● Try it
Repeat the listing word for word. Leave every picture out.

.....

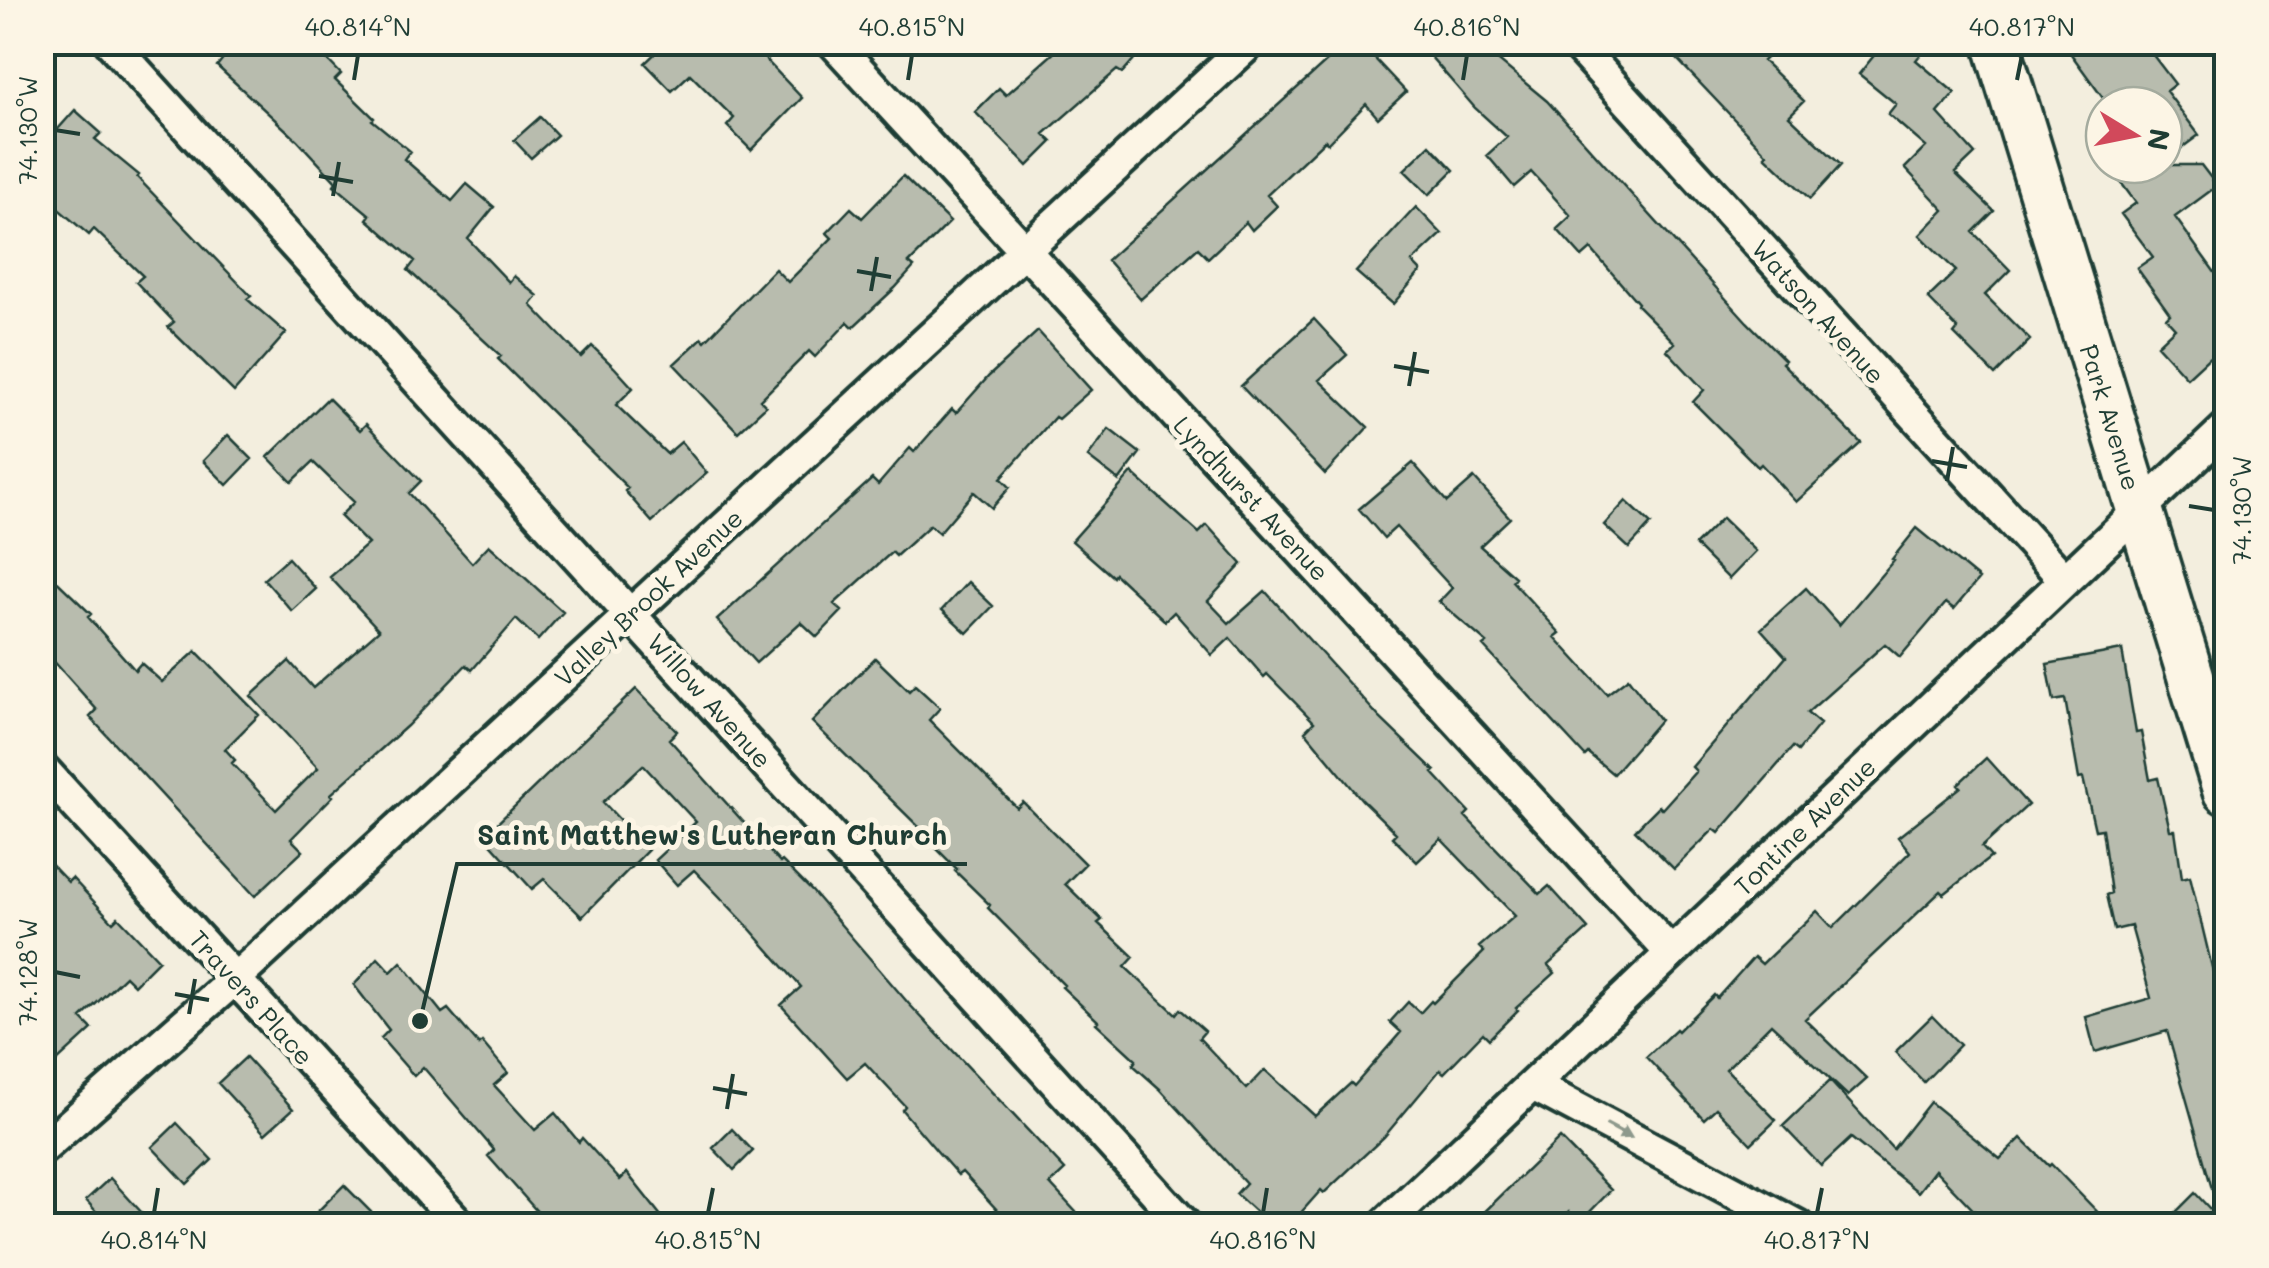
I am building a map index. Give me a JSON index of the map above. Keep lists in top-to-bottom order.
{
  "streets": {
    "street": [
      "Watson Avenue",
      "Park Avenue",
      "Lyndhurst Avenue",
      "Valley Brook Avenue",
      "Willow Avenue",
      "Tontine Avenue",
      "Travers Place"
    ]
  },
  "crossings": [
    ["Watson Avenue", "Tontine Avenue"],
    ["Park Avenue", "Tontine Avenue"],
    ["Lyndhurst Avenue", "Valley Brook Avenue"],
    ["Lyndhurst Avenue", "Tontine Avenue"],
    ["Valley Brook Avenue", "Willow Avenue"],
    ["Valley Brook Avenue", "Travers Place"]
  ],
  "places": ["Saint Matthew's Lutheran Church"],
  "north": "right",
  "coordinates": [
    "40.814°N",
    "40.815°N",
    "40.816°N",
    "40.817°N",
    "74.130°W",
    "74.128°W"
  ]
}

.....

● Response to the task
I am building a map index. Give me a JSON index of the map above. Keep lists in top-to-bottom order.
{
  "streets": {
    "street": [
      "Watson Avenue",
      "Park Avenue",
      "Lyndhurst Avenue",
      "Valley Brook Avenue",
      "Willow Avenue",
      "Tontine Avenue",
      "Travers Place"
    ]
  },
  "crossings": [
    ["Watson Avenue", "Tontine Avenue"],
    ["Park Avenue", "Tontine Avenue"],
    ["Lyndhurst Avenue", "Valley Brook Avenue"],
    ["Lyndhurst Avenue", "Tontine Avenue"],
    ["Valley Brook Avenue", "Willow Avenue"],
    ["Valley Brook Avenue", "Travers Place"]
  ],
  "places": ["Saint Matthew's Lutheran Church"],
  "north": "right",
  "coordinates": [
    "40.814°N",
    "40.815°N",
    "40.816°N",
    "40.817°N",
    "74.130°W",
    "74.128°W"
  ]
}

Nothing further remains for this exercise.